- WHAT IS REQUIRED:
The entries below are to be reproduced exactly, with their pictures omitted.

- Stored records:
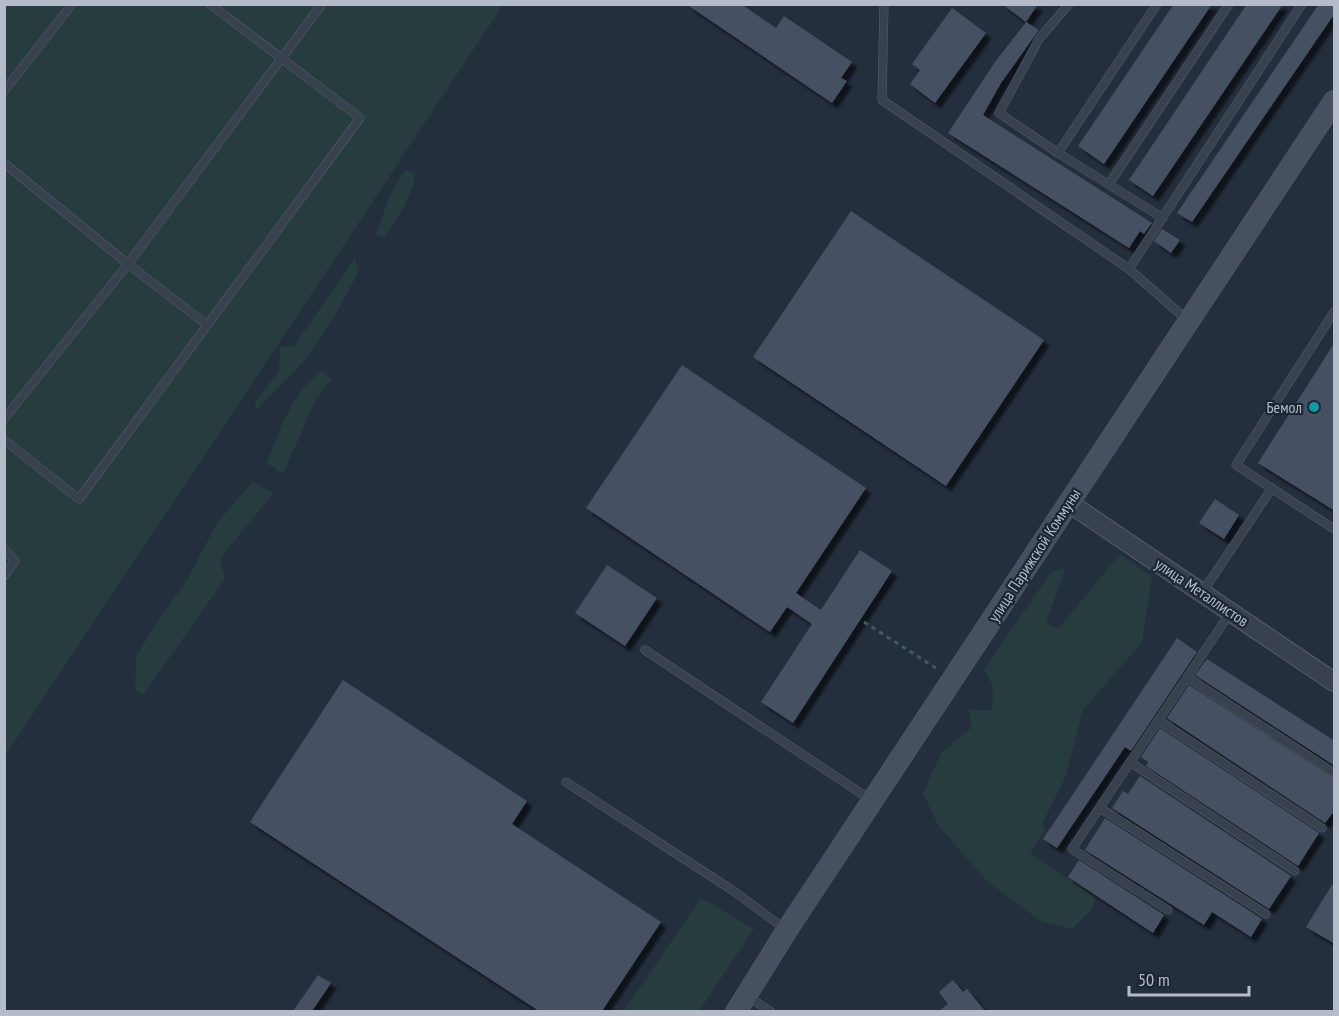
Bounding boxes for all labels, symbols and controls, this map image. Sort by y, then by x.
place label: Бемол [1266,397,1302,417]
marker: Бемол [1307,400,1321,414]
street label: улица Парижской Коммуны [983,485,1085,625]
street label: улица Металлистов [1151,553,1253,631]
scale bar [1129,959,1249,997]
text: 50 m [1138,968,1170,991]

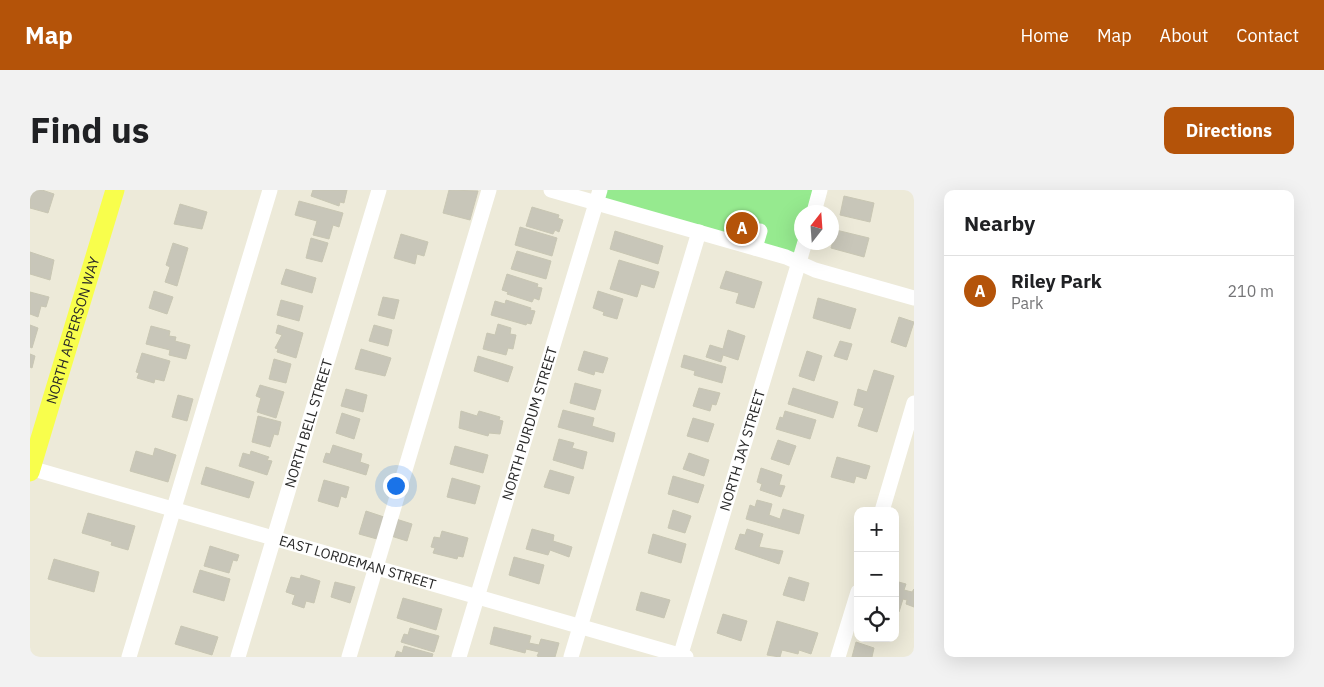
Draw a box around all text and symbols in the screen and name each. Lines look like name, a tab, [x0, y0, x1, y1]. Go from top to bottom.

- OUTPUT FOR THIS TASK:
Bounding boxes for all labels, symbols and controls, this map image. Sort by y, then by x.
place label: Бемол [1266,397,1302,417]
marker: Бемол [1307,400,1321,414]
street label: улица Парижской Коммуны [983,485,1085,625]
street label: улица Металлистов [1151,553,1253,631]
scale bar [1129,959,1249,997]
text: 50 m [1138,968,1170,991]

Draw a box around all text and symbols in the screen and name each. Lines look like name, a tab, [x0, y0, x1, y1]. Go from top to bottom.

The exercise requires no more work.